Information from the investigation conducted by the Environmental Investigation Agency reveals that the chemicals used in China's construction sector are causing massive damage to the ozone layer.

Experts said that the atmospheric level of CFC-11 is rapidly increasing despite its full ban order in 2010. CFC-11 is a type of chlorofluorocarbon used for insulation purposes. It is used as a blowing agent to make molded foam panels for housing and building structures.

"EIA has evidence from 18 companies in 10 provinces that they use CFC-11. Detailed discussions with company executives make clear that these are not isolated incidents but instead represent common practice across the industry," EIA reported.

The Chinese companies admitted that they use CFC-11 for the majority of their foam production, around 70 to 100 percent. The report also highlighted China's compliance issues, which need an urgent crackdown on the use of CFC-11.

What is CFC-11?

CFC-11 or trichlorofluoromethane is an ozone-depleting gas 4,750 times more potent than carbon dioxide. It is widely used in the production of polyurethane foam due to its low thermal conductivity, non-flammability, and room temperature boiling point.

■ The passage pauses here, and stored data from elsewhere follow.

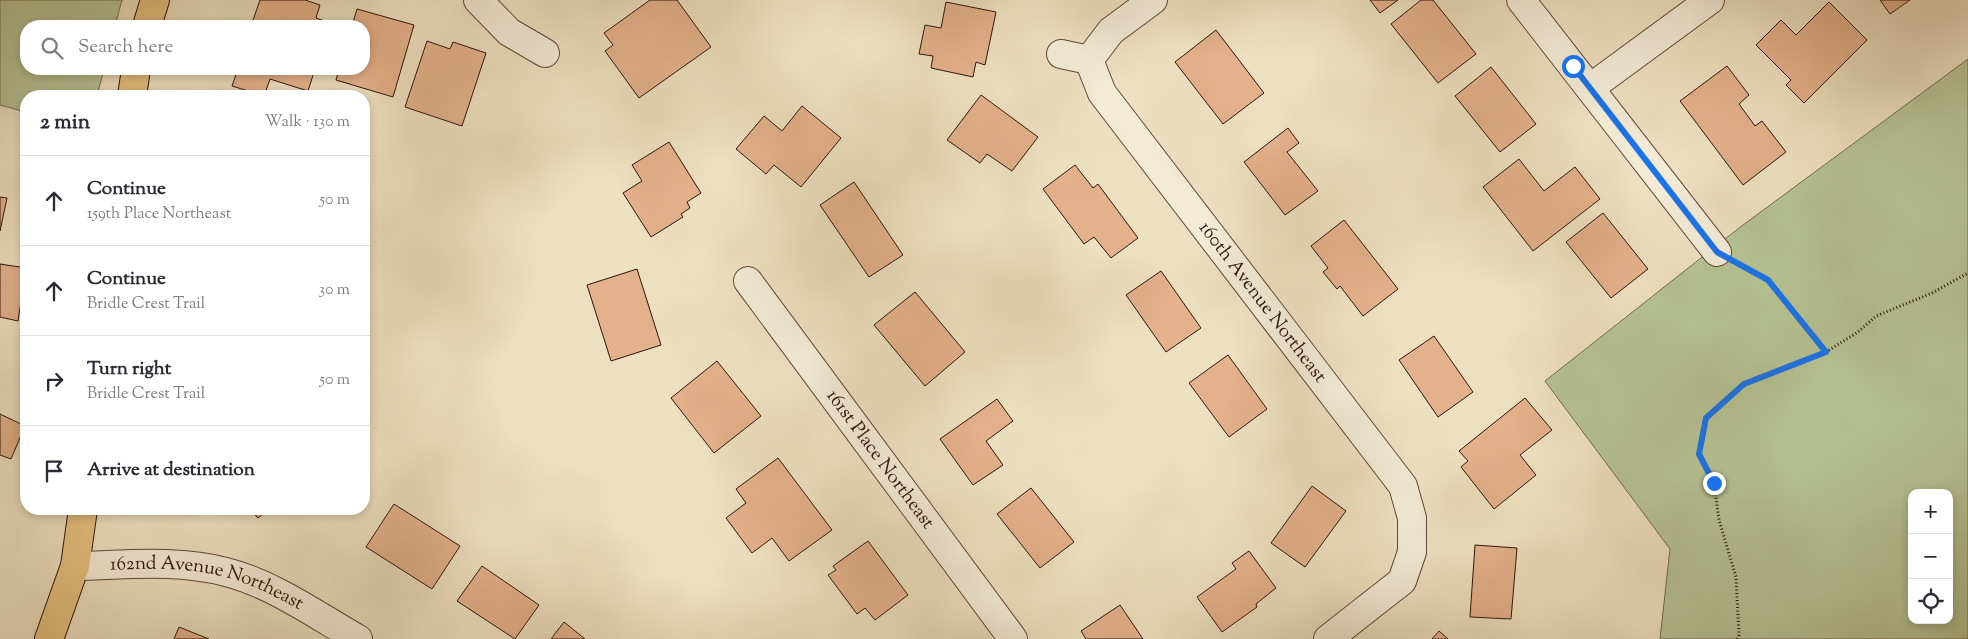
<!DOCTYPE html>
<meta charset="utf-8">
<style>
body{margin:0;font-family:"Sorts Mill Goudy",serif;background:#f7f7f7;color:#2b2b33}
.controls{position:absolute;right:15px;bottom:15px;display:grid;overflow:hidden;border-radius:10px;box-shadow:0 2px 8px #0003}
.controls button{width:45px;height:45px;display:grid;place-items:center;padding:0;border:0;border-bottom:1px solid #e1e1e2;background:#fff;color:#2b2b33;font:25px sans-serif}
.stop{position:absolute;width:15px;height:15px;margin:-11px;border:4px solid #1a73e8;border-radius:50%;background:#fff}
.stop.end{background:#1a73e8;border-color:#fff;box-shadow:0 1px 5px #0008}
.list{margin:0;padding:0;list-style:none}
h2{display:flex;justify-content:space-between;align-items:center;height:65px;margin:0;padding:0 20px;font-size:21px}
h2 small{font-size:16px;font-weight:400;color:#7c7c81}
.list li{display:grid;grid-template-columns:32px 1fr auto;gap:15px;align-items:center;box-sizing:border-box;height:90px;padding:0 20px;border-top:1px solid #e1e1e2}
.list b{display:block;font-size:19px;white-space:nowrap}
.list p{margin:0;font-size:16px;white-space:nowrap;color:#7c7c81}
.list em{font-size:16px;font-style:normal;color:#7c7c81}
.icon{flex:none;width:28px;height:28px;fill:none;stroke:currentColor;stroke-width:2;stroke-linecap:round;stroke-linejoin:round}
.map{position:relative;flex:none;width:1968px;height:639px;overflow:hidden}
.search{position:absolute;background:#fff;box-shadow:0 2px 8px #0003;left:20px;top:20px;width:350px;height:55px;display:flex;align-items:center;gap:12px;box-sizing:border-box;padding:0 18px;border-radius:20px;color:#7c7c81;font-size:19px}
.panel{position:absolute;background:#fff;box-shadow:0 2px 8px #0003;left:20px;top:90px;width:350px;height:425px;border-radius:20px}
.map>svg:first-child{display:block}
.green{fill:#b6c394;stroke:#726c4e;fill-rule:evenodd}
.building{fill:#e3b18b;stroke:#2e1508}
.lines{fill:none;stroke-linecap:round;stroke-linejoin:round}
.minor-casing{stroke:#5e4836;stroke-width:30}
.major-casing{stroke:#2e1508;stroke-width:30}
.path{stroke:#2e1508;stroke-width:3;stroke-dasharray:1 2.5;stroke-linecap:butt}
.minor{stroke:#f3ebd6;stroke-width:28}
.major{stroke:#e6c080;stroke-width:28}
.route{stroke:#1a73e8;stroke-width:6}
.labels{text-anchor:middle;dominant-baseline:central;stroke-width:4;stroke-linejoin:round;paint-order:stroke}
.street-label{font-size:19px;fill:#2e1508;stroke:#f3ebd6}
</style>
<div class="map">
<svg width="1968" height="639" viewBox="0 0 1968 639">
<rect width="100%" height="100%" fill="#ede0c0"/>
<filter id="stains"><feTurbulence type="fractalNoise" baseFrequency=".004" numOctaves="4"/><feColorMatrix values="0 0 0 0 .2 0 0 0 0 .09 0 0 0 0 .02 0 0 0 .5 -.17"/></filter>
<radialGradient id="worn" r=".72"><stop offset=".6" stop-color="#630" stop-opacity="0"/><stop offset="1" stop-color="#630" stop-opacity=".3"/></radialGradient>
<g class="green">
<polygon points="0,0 122,0 115,26 26,26 26,69 104,69 97,96 26,96 26,112 0,105"/>
<path d="M1968,59V639H1660L1670,549L1545,381L1739,228ZM1912,493H1949V620H1912Z"/>
</g>
<g class="building">
<polygon points="260,0 305,0 320,5 316,18 330,23 329,26 251,26"/>
<polygon points="650,0 677,0 711,47 639,98 605,51 613,45 604,33"/>
<polygon points="1370,0 1398,0 1380,13"/>
<polygon points="1421,0 1433,0 1476,54 1438,83 1391,24"/>
<polygon points="1880,0 1910,0 1890,14"/>
<polygon points="946,2 996,12 985,65 976,62 973,77 931,68 933,56 919,54 925,25 941,28"/>
<polygon points="1829,2 1867,40 1804,103 1786,85 1791,80 1756,45 1781,20 1796,35"/>
<polygon points="357,9 414,25 393,97 336,80 339,69 364,69 364,26 352,26"/>
<polygon points="1216,30 1264,93 1223,124 1175,62"/>
<polygon points="427,41 450,49 453,42 486,53 462,126 405,107"/>
<polygon points="1727,66 1749,95 1739,104 1755,126 1762,121 1786,152 1743,185 1680,101"/>
<polygon points="1491,67 1536,124 1500,152 1455,96"/>
<polygon points="238,69 315,69 308,91 270,79 264,96 232,86"/>
<polygon points="981,95 1038,137 1012,171 987,154 980,163 947,140"/>
<polygon points="802,106 841,138 801,187 774,165 766,174 736,149 764,116 782,131"/>
<polygon points="1288,128 1299,143 1287,152 1318,191 1285,215 1244,162"/>
<polygon points="669,142 701,193 687,202 690,208 681,214 683,217 651,237 623,193 642,181 632,165"/>
<polygon points="1519,159 1544,191 1575,167 1600,199 1533,251 1483,187"/>
<polygon points="1075,165 1093,188 1098,184 1138,238 1111,258 1094,237 1084,244 1043,189"/>
<polygon points="854,182 903,255 869,277 820,205"/>
<polygon points="0,197 7,198 0,231"/>
<polygon points="1603,213 1648,269 1611,298 1566,242"/>
<polygon points="1344,220 1398,289 1363,316 1340,286 1337,289 1323,272 1328,268 1311,246"/>
<polygon points="0,264 26,268 18,321 0,317"/>
<polygon points="637,269 661,345 611,361 587,285"/>
<polygon points="1161,271 1201,328 1166,352 1126,295"/>
<polygon points="915,292 965,352 925,386 874,325"/>
<polygon points="1434,336 1473,392 1438,417 1399,360"/>
<polygon points="1228,355 1267,409 1229,437 1189,383"/>
<polygon points="717,361 761,416 714,453 671,398"/>
<polygon points="1525,398 1552,430 1520,455 1536,475 1494,509 1461,467 1468,461 1459,451"/>
<polygon points="997,399 1013,421 986,441 1003,465 973,485 940,439"/>
<polygon points="0,414 25,426 11,459 0,455"/>
<polygon points="778,458 832,530 789,561 772,538 752,553 726,518 746,503 736,489"/>
<polygon points="1312,486 1346,511 1305,567 1271,543"/>
<polygon points="1031,488 1074,542 1040,568 997,514"/>
<polygon points="394,504 460,546 432,589 366,547"/>
<polygon points="250,509 269,509 258,518"/>
<polygon points="868,541 908,595 875,620 865,608 857,614 828,575 836,570 833,566"/>
<polygon points="1475,545 1517,548 1511,619 1470,617"/>
<polygon points="1249,551 1276,588 1256,604 1257,607 1222,632 1197,597 1236,569 1232,563"/>
<polygon points="482,566 539,605 515,639 457,601"/>
<polygon points="1120,605 1143,639 1086,639 1081,631"/>
<polygon points="564,622 585,639 551,639"/>
<polygon points="179,627 209,639 174,639"/>
<polygon points="1439,631 1448,639 1432,639"/>
</g>
<g class="lines">
<defs>
<g id="minor">
<polyline points="478,0 509,32 545,53"/>
<polyline points="1521,0 1717,252"/>
<polyline points="1061,54 1089,60"/>
<path id="s1" d="M1089,60L1102,93L1403,486L1412,518V552L1402,581L1328,639"/>
<polyline points="1089,60 1111,31 1153,0"/>
<polyline points="1590,88 1710,0"/>
<path id="s2" d="M748,281L1013,639"/>
<path id="s3" d="M75,566C125,565 177,559 226,572C273,584 316,615 358,639"/>
</g>
<g id="major">
<polyline points="147,26 155,0"/>
<polyline points="132,96 136,69"/>
<polyline points="49,639 75,566 83,509"/>
</g>
</defs>
<use href="#minor" class="minor-casing"/>
<use href="#major" class="major-casing"/>
<g class="path">
<polyline points="1742,266 1768,280 1826,352"/>
<polyline points="1737,639 1739,635 1736,577 1719,520 1714,483 1699,454 1706,418 1744,384 1826,352 1858,332 1876,316 1932,293 1968,273"/>
</g>
<use href="#minor" class="minor"/>
<use href="#major" class="major"/>
</g>
<g class="lines">
<polyline class="route" points="1573,66 1717,252 1768,280 1826,352 1744,384 1706,418 1699,454 1714,483"/>
</g>
<g class="labels">
<g class="street-label">
<text stroke="none"><textPath href="#s1" startOffset="299">160th Avenue Northeast</textPath></text>
<text stroke="none"><textPath href="#s2" startOffset="222">161st Place Northeast</textPath></text>
<text stroke="none"><textPath href="#s3" startOffset="135">162nd Avenue Northeast</textPath></text>
</g>
</g>
<rect width="100%" height="100%" filter="url(#stains)"/>
<rect width="100%" height="100%" fill="url(#worn)"/>
</svg>
<div class="controls">
<button>+</button>
<button>−</button>
<button><svg class="icon" aria-label="locate" viewBox="0 0 24 24"><circle cx="12" cy="12" r="6"/><path d="M12 2v4M12 18v4M2 12h4M18 12h4"/></svg></button>
</div>
<div class="stop" style="left:1573px;top:66px"></div>
<div class="stop end" style="left:1714px;top:483px"></div>
<div class="search"><svg class="icon" aria-label="search" viewBox="0 0 24 24"><circle cx="10" cy="10" r="6"/><path d="M15 15l6 6"/></svg>Search here</div>
<section class="panel">
<h2>2 min<small>Walk · 130 m</small></h2>
<ul class="list">
<li><svg class="icon" aria-label="ahead" viewBox="0 0 24 24"><path d="M12 20V5M6 11l6-6 6 6"/></svg><div><b>Continue</b><p>159th Place Northeast</p></div><em>50 m</em></li>
<li><svg class="icon" aria-label="ahead" viewBox="0 0 24 24"><path d="M12 20V5M6 11l6-6 6 6"/></svg><div><b>Continue</b><p>Bridle Crest Trail</p></div><em>30 m</em></li>
<li><svg class="icon" aria-label="right" viewBox="0 0 24 24"><path d="M7 20v-9h11M14 6l5 5-5 5"/></svg><div><b>Turn right</b><p>Bridle Crest Trail</p></div><em>50 m</em></li>
<li><svg class="icon" aria-label="arrive" viewBox="0 0 24 24"><path d="M6 21V4h12l-3 4 3 4H6"/></svg><div><b>Arrive at destination</b></div></li>
</ul>
</section>
</div>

In compliance with the Montreal Protocol in 1987, CFC-11 has been officially banned in developed countries since 1996 and in developing countries by 2012.

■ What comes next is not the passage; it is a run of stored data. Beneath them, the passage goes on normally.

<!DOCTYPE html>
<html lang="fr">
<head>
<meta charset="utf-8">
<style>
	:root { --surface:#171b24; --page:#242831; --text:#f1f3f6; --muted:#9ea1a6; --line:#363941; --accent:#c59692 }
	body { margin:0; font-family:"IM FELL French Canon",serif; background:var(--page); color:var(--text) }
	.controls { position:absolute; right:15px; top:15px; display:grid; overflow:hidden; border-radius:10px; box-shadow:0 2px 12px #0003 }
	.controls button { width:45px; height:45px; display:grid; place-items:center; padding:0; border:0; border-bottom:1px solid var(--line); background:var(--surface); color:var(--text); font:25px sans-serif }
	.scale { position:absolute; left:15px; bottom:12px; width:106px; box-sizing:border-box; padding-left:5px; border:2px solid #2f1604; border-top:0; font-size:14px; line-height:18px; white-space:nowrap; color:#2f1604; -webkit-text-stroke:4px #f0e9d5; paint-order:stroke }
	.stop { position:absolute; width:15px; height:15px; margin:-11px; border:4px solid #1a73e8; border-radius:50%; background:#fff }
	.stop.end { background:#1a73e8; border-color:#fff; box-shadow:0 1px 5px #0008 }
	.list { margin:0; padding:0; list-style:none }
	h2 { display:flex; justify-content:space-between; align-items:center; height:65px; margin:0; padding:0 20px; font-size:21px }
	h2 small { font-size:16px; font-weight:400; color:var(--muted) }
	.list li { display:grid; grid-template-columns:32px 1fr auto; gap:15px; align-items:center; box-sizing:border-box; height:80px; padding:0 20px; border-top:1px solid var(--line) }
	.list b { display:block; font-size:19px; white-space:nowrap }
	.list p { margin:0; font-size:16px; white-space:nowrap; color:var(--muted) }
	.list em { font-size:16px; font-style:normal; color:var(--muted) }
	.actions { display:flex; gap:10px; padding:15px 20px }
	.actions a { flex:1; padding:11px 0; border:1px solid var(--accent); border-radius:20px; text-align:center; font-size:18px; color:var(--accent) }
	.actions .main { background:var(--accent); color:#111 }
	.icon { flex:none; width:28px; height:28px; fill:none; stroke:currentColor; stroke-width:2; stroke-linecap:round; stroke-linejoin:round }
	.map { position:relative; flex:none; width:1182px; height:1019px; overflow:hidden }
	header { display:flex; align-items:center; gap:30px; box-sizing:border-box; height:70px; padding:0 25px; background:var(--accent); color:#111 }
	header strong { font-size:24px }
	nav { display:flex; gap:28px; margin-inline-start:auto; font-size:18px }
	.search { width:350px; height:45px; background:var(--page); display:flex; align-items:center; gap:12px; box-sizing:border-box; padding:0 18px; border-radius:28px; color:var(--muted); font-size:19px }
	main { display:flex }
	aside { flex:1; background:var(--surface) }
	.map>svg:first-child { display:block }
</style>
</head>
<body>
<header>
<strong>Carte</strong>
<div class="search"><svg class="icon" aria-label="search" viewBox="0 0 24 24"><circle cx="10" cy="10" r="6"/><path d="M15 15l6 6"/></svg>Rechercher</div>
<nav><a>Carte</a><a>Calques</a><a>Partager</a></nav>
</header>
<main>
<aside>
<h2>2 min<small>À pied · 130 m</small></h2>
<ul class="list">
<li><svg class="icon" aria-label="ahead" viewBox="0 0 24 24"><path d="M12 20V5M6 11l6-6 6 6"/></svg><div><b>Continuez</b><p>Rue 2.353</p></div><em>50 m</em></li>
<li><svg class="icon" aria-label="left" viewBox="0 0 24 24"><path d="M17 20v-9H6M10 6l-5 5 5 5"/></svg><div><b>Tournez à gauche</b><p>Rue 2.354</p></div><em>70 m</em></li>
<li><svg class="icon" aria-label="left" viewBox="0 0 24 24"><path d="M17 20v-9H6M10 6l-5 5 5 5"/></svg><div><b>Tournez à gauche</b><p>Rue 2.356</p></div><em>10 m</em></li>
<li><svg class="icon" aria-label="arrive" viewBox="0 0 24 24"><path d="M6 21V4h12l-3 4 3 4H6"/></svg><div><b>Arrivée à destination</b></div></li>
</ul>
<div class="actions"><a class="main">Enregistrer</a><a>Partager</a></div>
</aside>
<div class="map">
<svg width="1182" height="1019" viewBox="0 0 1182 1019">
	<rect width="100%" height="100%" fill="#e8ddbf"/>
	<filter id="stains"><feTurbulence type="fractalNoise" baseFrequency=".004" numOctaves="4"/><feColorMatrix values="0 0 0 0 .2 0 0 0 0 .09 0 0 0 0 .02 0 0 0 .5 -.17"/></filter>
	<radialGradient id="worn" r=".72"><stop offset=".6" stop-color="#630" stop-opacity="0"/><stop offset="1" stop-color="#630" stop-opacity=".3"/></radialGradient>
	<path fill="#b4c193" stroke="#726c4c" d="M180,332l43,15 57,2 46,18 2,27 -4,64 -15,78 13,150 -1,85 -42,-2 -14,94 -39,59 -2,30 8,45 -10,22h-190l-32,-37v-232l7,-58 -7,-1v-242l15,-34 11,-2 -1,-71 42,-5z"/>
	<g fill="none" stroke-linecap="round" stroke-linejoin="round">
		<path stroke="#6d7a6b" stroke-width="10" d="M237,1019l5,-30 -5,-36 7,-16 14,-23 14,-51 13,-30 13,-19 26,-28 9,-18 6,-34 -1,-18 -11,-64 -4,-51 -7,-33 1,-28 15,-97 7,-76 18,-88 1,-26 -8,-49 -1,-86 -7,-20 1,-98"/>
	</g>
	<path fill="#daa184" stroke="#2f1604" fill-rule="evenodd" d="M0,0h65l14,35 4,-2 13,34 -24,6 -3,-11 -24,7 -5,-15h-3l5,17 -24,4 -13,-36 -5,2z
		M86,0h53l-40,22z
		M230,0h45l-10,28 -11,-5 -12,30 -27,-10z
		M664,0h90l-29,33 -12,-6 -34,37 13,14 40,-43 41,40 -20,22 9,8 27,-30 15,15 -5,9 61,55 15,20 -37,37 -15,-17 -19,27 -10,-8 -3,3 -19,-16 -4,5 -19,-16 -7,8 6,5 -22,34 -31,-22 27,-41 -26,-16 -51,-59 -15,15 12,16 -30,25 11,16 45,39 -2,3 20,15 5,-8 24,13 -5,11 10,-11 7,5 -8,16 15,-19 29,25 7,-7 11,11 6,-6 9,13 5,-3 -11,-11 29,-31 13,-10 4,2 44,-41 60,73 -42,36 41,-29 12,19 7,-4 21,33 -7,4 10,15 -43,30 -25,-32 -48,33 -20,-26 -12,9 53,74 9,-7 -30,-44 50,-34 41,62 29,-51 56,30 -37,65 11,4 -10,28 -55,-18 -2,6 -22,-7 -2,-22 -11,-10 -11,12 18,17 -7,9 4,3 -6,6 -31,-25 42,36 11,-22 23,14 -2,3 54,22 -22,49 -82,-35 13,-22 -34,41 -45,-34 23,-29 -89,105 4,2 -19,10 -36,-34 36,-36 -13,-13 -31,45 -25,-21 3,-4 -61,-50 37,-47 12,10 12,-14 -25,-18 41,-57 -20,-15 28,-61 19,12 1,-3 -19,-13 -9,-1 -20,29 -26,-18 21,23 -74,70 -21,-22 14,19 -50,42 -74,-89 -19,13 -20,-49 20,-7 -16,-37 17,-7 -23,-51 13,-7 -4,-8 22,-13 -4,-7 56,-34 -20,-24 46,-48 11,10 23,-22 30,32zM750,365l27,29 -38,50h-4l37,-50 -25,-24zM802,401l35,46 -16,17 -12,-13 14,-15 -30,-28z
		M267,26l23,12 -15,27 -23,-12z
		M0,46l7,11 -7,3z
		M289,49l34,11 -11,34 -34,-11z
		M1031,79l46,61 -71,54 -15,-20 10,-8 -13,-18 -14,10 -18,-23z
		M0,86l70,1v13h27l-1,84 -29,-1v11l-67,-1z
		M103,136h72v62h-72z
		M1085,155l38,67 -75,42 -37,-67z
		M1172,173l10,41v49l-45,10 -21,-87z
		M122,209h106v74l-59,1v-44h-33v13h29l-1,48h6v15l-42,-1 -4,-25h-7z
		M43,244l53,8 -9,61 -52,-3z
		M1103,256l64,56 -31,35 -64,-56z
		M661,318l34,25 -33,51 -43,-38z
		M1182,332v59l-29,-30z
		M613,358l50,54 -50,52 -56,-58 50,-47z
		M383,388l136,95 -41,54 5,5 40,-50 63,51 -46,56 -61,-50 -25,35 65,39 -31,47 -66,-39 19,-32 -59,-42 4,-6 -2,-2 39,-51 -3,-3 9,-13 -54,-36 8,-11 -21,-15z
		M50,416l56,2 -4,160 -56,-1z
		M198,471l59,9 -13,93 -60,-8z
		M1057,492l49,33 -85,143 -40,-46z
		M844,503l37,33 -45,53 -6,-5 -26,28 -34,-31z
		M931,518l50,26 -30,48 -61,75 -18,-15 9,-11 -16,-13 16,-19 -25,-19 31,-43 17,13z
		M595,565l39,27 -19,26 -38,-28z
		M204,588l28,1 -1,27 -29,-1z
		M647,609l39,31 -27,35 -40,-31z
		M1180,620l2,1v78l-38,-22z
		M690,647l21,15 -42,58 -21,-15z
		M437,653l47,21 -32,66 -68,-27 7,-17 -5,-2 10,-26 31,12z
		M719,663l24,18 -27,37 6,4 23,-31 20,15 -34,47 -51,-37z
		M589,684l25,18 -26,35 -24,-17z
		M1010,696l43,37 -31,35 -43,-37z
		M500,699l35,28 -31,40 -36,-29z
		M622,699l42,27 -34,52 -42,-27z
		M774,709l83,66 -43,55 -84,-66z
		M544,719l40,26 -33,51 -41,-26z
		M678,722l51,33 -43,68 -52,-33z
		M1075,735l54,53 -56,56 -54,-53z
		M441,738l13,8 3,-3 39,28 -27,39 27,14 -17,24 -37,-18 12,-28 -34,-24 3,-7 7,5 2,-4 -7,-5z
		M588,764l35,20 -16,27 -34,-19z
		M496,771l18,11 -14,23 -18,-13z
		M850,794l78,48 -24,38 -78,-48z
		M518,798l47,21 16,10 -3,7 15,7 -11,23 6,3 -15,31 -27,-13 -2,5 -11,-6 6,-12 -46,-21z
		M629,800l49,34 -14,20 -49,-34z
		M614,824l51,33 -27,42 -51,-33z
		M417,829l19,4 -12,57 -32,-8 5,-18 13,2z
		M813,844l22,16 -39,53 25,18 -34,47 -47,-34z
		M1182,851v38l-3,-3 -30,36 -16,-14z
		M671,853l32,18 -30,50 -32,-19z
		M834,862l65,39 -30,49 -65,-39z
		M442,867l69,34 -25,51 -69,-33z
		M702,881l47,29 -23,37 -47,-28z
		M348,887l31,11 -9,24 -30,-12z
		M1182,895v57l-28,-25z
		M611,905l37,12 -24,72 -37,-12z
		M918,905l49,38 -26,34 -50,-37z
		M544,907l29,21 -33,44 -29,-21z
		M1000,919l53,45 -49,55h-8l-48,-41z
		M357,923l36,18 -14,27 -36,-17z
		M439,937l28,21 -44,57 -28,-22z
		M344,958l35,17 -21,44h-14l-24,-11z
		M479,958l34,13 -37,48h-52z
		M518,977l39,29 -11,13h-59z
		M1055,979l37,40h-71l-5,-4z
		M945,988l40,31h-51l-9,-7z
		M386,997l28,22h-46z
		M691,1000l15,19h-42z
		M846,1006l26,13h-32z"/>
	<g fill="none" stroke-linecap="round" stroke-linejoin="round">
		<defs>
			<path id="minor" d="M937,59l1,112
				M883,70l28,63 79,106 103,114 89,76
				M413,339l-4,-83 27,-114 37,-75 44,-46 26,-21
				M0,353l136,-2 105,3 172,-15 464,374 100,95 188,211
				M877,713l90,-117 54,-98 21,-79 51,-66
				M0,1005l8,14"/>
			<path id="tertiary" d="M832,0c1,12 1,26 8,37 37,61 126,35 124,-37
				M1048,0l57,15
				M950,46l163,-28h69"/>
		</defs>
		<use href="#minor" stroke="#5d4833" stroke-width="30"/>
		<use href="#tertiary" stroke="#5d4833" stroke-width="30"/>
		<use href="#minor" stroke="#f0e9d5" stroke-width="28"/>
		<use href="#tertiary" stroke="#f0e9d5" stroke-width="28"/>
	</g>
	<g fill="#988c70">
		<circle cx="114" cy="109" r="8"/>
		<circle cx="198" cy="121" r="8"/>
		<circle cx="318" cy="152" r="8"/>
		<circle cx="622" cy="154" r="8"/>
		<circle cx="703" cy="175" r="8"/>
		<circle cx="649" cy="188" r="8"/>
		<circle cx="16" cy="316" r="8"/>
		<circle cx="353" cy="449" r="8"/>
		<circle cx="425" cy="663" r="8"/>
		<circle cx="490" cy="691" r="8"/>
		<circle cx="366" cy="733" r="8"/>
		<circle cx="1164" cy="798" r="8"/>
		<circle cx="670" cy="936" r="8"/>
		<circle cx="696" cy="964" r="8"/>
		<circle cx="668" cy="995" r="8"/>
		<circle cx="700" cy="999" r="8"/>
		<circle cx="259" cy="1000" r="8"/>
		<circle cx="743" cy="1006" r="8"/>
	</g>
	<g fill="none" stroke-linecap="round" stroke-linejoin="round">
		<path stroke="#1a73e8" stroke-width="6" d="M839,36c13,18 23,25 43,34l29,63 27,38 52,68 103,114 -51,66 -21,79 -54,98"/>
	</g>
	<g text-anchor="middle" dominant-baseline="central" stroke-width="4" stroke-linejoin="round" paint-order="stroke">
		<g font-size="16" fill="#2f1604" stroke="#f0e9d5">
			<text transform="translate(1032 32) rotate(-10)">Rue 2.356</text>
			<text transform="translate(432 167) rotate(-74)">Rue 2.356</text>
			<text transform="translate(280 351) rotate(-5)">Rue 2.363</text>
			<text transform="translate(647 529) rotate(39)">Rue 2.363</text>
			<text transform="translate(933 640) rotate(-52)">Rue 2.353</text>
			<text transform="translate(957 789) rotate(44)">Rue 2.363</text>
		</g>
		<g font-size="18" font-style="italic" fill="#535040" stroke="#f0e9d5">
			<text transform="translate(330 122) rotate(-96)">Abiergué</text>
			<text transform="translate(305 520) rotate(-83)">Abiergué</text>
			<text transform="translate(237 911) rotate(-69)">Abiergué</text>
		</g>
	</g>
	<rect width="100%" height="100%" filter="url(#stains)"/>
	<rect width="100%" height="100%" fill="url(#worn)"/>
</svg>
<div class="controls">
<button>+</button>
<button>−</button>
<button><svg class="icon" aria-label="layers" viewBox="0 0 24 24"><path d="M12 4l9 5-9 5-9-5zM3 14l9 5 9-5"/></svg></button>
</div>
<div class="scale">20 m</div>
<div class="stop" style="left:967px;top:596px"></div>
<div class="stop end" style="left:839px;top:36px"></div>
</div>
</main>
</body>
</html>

However, a study published in the journal Nature noted that the decline of CFC-11 in the atmosphere has slowed down by 50 percent after 2012. The authors discounted the idea that the increase of CFC-11 in the atmosphere is due to existing factories being decommissioned. Rather, they think it is likely that there has been some illegal production of CFC-11, particularly in East Asia. Their hypothesis is parallel to the EIA's findings.

"Any production of an ozone-depleting gas that's controlled by the Montreal Protocol has to be reported to the ozone secretariat, and, currently, global production is essentially zero. We know of no production even for intermediary or side products," Dr. Stephen Montzka, project leader of the Chlorofluorocarbons Alternative Monitoring Project at the U.S. National Oceanic and Atmospheric Administration told BBC.

Why Is This A Big Deal?

In 2014, scientists reported that the ozone layer is thickening, a sign that it is likely recovering. It would take at least a decade for the damage to shrink. Still, the size of the hole is found to be approximately 4 million square kilometers in 2015, an area comparable to the size of India.

It is important to reduce the damage to the ozone layer so as to prevent ultraviolet radiation from directly reaching the ground. Ultraviolet rays from the sun can cause skin cancer and eye diseases. It can also destroy crops and marine life.